WHAT IS NEEDED:
Each record must be printed exactly as given.

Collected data
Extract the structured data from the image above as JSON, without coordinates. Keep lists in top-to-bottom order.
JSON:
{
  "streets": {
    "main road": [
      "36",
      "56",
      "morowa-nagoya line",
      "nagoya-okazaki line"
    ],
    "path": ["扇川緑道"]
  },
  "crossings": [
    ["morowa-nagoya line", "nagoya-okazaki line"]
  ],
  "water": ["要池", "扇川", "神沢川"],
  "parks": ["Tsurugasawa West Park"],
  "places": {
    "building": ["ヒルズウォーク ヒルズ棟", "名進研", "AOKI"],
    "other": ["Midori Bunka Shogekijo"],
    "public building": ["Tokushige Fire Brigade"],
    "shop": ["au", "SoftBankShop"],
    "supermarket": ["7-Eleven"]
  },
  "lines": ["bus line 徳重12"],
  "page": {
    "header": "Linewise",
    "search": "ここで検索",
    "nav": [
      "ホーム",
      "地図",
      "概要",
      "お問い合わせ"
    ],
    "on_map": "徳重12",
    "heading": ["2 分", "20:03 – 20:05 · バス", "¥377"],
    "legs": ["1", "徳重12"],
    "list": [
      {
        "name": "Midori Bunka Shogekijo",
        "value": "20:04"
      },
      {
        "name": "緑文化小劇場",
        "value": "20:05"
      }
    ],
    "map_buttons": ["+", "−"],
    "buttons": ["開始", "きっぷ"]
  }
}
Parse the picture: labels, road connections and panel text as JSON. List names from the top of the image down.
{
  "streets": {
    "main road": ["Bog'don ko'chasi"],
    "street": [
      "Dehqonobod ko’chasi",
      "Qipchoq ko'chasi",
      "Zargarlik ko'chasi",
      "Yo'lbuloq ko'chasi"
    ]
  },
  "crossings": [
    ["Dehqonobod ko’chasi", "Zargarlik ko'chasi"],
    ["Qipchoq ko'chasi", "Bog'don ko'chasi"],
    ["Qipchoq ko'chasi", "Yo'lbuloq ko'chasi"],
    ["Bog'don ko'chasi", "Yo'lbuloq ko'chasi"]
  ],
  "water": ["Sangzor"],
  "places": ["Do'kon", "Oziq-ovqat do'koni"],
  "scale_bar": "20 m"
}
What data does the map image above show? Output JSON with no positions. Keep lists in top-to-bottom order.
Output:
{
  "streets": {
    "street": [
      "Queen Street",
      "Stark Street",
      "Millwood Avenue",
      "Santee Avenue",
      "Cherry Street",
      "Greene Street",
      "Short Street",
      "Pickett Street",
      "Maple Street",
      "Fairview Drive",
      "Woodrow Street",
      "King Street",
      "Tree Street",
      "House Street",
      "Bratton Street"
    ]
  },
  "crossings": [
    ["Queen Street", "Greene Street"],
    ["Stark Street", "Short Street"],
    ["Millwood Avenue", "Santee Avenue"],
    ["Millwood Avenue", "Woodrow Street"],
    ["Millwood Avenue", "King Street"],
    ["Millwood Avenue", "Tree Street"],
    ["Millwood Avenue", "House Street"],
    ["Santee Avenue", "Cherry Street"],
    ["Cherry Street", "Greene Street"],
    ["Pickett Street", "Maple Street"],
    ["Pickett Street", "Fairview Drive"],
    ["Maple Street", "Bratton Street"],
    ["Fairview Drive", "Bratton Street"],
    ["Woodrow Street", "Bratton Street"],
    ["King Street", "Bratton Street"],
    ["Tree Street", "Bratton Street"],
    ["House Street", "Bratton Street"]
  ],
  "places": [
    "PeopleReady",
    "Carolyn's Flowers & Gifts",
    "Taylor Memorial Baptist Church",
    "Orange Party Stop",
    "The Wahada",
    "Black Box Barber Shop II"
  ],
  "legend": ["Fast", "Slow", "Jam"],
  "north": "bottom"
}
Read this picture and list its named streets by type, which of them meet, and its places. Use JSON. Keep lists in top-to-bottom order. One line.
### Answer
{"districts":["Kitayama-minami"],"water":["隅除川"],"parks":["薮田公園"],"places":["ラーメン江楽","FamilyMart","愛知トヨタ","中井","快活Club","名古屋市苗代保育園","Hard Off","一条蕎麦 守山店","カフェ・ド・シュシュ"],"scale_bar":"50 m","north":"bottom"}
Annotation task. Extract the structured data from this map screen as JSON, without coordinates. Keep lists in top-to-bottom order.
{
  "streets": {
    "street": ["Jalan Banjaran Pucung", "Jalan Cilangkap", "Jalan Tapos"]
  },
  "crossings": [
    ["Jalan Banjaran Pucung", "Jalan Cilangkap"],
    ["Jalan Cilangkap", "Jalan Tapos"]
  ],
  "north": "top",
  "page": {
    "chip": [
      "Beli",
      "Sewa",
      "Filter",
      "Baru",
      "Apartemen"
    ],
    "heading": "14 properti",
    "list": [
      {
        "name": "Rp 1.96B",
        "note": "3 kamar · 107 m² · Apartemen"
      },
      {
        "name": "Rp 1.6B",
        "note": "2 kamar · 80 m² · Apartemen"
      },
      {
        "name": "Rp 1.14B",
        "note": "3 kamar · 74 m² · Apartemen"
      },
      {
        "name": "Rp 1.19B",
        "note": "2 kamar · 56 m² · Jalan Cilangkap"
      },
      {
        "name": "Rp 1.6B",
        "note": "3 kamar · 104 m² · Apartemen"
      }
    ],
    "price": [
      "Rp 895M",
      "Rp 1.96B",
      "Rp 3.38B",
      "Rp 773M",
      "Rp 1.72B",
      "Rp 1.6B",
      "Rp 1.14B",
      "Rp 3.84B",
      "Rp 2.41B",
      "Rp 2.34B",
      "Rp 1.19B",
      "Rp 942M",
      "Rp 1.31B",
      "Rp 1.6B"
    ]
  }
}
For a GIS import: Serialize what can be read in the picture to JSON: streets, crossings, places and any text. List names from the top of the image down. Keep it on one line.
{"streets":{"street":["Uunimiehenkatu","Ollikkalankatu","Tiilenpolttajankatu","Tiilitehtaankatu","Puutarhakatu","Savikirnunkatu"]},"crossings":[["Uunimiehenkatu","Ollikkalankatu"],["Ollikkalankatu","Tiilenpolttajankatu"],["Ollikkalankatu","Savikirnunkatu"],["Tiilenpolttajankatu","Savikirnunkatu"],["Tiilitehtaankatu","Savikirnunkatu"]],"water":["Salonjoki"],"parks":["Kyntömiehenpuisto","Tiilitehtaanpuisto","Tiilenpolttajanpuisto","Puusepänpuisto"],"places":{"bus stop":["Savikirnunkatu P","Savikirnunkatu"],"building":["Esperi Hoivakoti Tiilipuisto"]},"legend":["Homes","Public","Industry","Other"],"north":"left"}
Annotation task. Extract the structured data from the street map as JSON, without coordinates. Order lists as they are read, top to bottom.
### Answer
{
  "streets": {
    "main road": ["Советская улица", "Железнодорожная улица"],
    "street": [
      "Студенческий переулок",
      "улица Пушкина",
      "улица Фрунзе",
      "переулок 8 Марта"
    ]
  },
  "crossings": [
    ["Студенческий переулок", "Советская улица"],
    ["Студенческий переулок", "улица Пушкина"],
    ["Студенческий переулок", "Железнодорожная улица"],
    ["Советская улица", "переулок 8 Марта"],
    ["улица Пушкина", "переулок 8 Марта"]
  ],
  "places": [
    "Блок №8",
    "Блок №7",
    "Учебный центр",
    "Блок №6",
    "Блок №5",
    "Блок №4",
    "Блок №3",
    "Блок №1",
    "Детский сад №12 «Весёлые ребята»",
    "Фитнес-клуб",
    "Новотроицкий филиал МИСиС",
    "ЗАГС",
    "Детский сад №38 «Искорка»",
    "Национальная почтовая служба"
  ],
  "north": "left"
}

RESULT OF THE TASK:
Extract the structured data from the image above as JSON, without coordinates. Keep lists in top-to-bottom order.
JSON:
{
  "streets": {
    "main road": [
      "36",
      "56",
      "morowa-nagoya line",
      "nagoya-okazaki line"
    ],
    "path": ["扇川緑道"]
  },
  "crossings": [
    ["morowa-nagoya line", "nagoya-okazaki line"]
  ],
  "water": ["要池", "扇川", "神沢川"],
  "parks": ["Tsurugasawa West Park"],
  "places": {
    "building": ["ヒルズウォーク ヒルズ棟", "名進研", "AOKI"],
    "other": ["Midori Bunka Shogekijo"],
    "public building": ["Tokushige Fire Brigade"],
    "shop": ["au", "SoftBankShop"],
    "supermarket": ["7-Eleven"]
  },
  "lines": ["bus line 徳重12"],
  "page": {
    "header": "Linewise",
    "search": "ここで検索",
    "nav": [
      "ホーム",
      "地図",
      "概要",
      "お問い合わせ"
    ],
    "on_map": "徳重12",
    "heading": ["2 分", "20:03 – 20:05 · バス", "¥377"],
    "legs": ["1", "徳重12"],
    "list": [
      {
        "name": "Midori Bunka Shogekijo",
        "value": "20:04"
      },
      {
        "name": "緑文化小劇場",
        "value": "20:05"
      }
    ],
    "map_buttons": ["+", "−"],
    "buttons": ["開始", "きっぷ"]
  }
}
Parse the picture: labels, road connections and panel text as JSON. List names from the top of the image down.
{
  "streets": {
    "main road": ["Bog'don ko'chasi"],
    "street": [
      "Dehqonobod ko’chasi",
      "Qipchoq ko'chasi",
      "Zargarlik ko'chasi",
      "Yo'lbuloq ko'chasi"
    ]
  },
  "crossings": [
    ["Dehqonobod ko’chasi", "Zargarlik ko'chasi"],
    ["Qipchoq ko'chasi", "Bog'don ko'chasi"],
    ["Qipchoq ko'chasi", "Yo'lbuloq ko'chasi"],
    ["Bog'don ko'chasi", "Yo'lbuloq ko'chasi"]
  ],
  "water": ["Sangzor"],
  "places": ["Do'kon", "Oziq-ovqat do'koni"],
  "scale_bar": "20 m"
}
What data does the map image above show? Output JSON with no positions. Keep lists in top-to-bottom order.
Output:
{
  "streets": {
    "street": [
      "Queen Street",
      "Stark Street",
      "Millwood Avenue",
      "Santee Avenue",
      "Cherry Street",
      "Greene Street",
      "Short Street",
      "Pickett Street",
      "Maple Street",
      "Fairview Drive",
      "Woodrow Street",
      "King Street",
      "Tree Street",
      "House Street",
      "Bratton Street"
    ]
  },
  "crossings": [
    ["Queen Street", "Greene Street"],
    ["Stark Street", "Short Street"],
    ["Millwood Avenue", "Santee Avenue"],
    ["Millwood Avenue", "Woodrow Street"],
    ["Millwood Avenue", "King Street"],
    ["Millwood Avenue", "Tree Street"],
    ["Millwood Avenue", "House Street"],
    ["Santee Avenue", "Cherry Street"],
    ["Cherry Street", "Greene Street"],
    ["Pickett Street", "Maple Street"],
    ["Pickett Street", "Fairview Drive"],
    ["Maple Street", "Bratton Street"],
    ["Fairview Drive", "Bratton Street"],
    ["Woodrow Street", "Bratton Street"],
    ["King Street", "Bratton Street"],
    ["Tree Street", "Bratton Street"],
    ["House Street", "Bratton Street"]
  ],
  "places": [
    "PeopleReady",
    "Carolyn's Flowers & Gifts",
    "Taylor Memorial Baptist Church",
    "Orange Party Stop",
    "The Wahada",
    "Black Box Barber Shop II"
  ],
  "legend": ["Fast", "Slow", "Jam"],
  "north": "bottom"
}
Read this picture and list its named streets by type, which of them meet, and its places. Use JSON. Keep lists in top-to-bottom order. One line.
### Answer
{"districts":["Kitayama-minami"],"water":["隅除川"],"parks":["薮田公園"],"places":["ラーメン江楽","FamilyMart","愛知トヨタ","中井","快活Club","名古屋市苗代保育園","Hard Off","一条蕎麦 守山店","カフェ・ド・シュシュ"],"scale_bar":"50 m","north":"bottom"}
Annotation task. Extract the structured data from this map screen as JSON, without coordinates. Keep lists in top-to-bottom order.
{
  "streets": {
    "street": ["Jalan Banjaran Pucung", "Jalan Cilangkap", "Jalan Tapos"]
  },
  "crossings": [
    ["Jalan Banjaran Pucung", "Jalan Cilangkap"],
    ["Jalan Cilangkap", "Jalan Tapos"]
  ],
  "north": "top",
  "page": {
    "chip": [
      "Beli",
      "Sewa",
      "Filter",
      "Baru",
      "Apartemen"
    ],
    "heading": "14 properti",
    "list": [
      {
        "name": "Rp 1.96B",
        "note": "3 kamar · 107 m² · Apartemen"
      },
      {
        "name": "Rp 1.6B",
        "note": "2 kamar · 80 m² · Apartemen"
      },
      {
        "name": "Rp 1.14B",
        "note": "3 kamar · 74 m² · Apartemen"
      },
      {
        "name": "Rp 1.19B",
        "note": "2 kamar · 56 m² · Jalan Cilangkap"
      },
      {
        "name": "Rp 1.6B",
        "note": "3 kamar · 104 m² · Apartemen"
      }
    ],
    "price": [
      "Rp 895M",
      "Rp 1.96B",
      "Rp 3.38B",
      "Rp 773M",
      "Rp 1.72B",
      "Rp 1.6B",
      "Rp 1.14B",
      "Rp 3.84B",
      "Rp 2.41B",
      "Rp 2.34B",
      "Rp 1.19B",
      "Rp 942M",
      "Rp 1.31B",
      "Rp 1.6B"
    ]
  }
}
For a GIS import: Serialize what can be read in the picture to JSON: streets, crossings, places and any text. List names from the top of the image down. Keep it on one line.
{"streets":{"street":["Uunimiehenkatu","Ollikkalankatu","Tiilenpolttajankatu","Tiilitehtaankatu","Puutarhakatu","Savikirnunkatu"]},"crossings":[["Uunimiehenkatu","Ollikkalankatu"],["Ollikkalankatu","Tiilenpolttajankatu"],["Ollikkalankatu","Savikirnunkatu"],["Tiilenpolttajankatu","Savikirnunkatu"],["Tiilitehtaankatu","Savikirnunkatu"]],"water":["Salonjoki"],"parks":["Kyntömiehenpuisto","Tiilitehtaanpuisto","Tiilenpolttajanpuisto","Puusepänpuisto"],"places":{"bus stop":["Savikirnunkatu P","Savikirnunkatu"],"building":["Esperi Hoivakoti Tiilipuisto"]},"legend":["Homes","Public","Industry","Other"],"north":"left"}
Annotation task. Extract the structured data from the street map as JSON, without coordinates. Order lists as they are read, top to bottom.
### Answer
{
  "streets": {
    "main road": ["Советская улица", "Железнодорожная улица"],
    "street": [
      "Студенческий переулок",
      "улица Пушкина",
      "улица Фрунзе",
      "переулок 8 Марта"
    ]
  },
  "crossings": [
    ["Студенческий переулок", "Советская улица"],
    ["Студенческий переулок", "улица Пушкина"],
    ["Студенческий переулок", "Железнодорожная улица"],
    ["Советская улица", "переулок 8 Марта"],
    ["улица Пушкина", "переулок 8 Марта"]
  ],
  "places": [
    "Блок №8",
    "Блок №7",
    "Учебный центр",
    "Блок №6",
    "Блок №5",
    "Блок №4",
    "Блок №3",
    "Блок №1",
    "Детский сад №12 «Весёлые ребята»",
    "Фитнес-клуб",
    "Новотроицкий филиал МИСиС",
    "ЗАГС",
    "Детский сад №38 «Искорка»",
    "Национальная почтовая служба"
  ],
  "north": "left"
}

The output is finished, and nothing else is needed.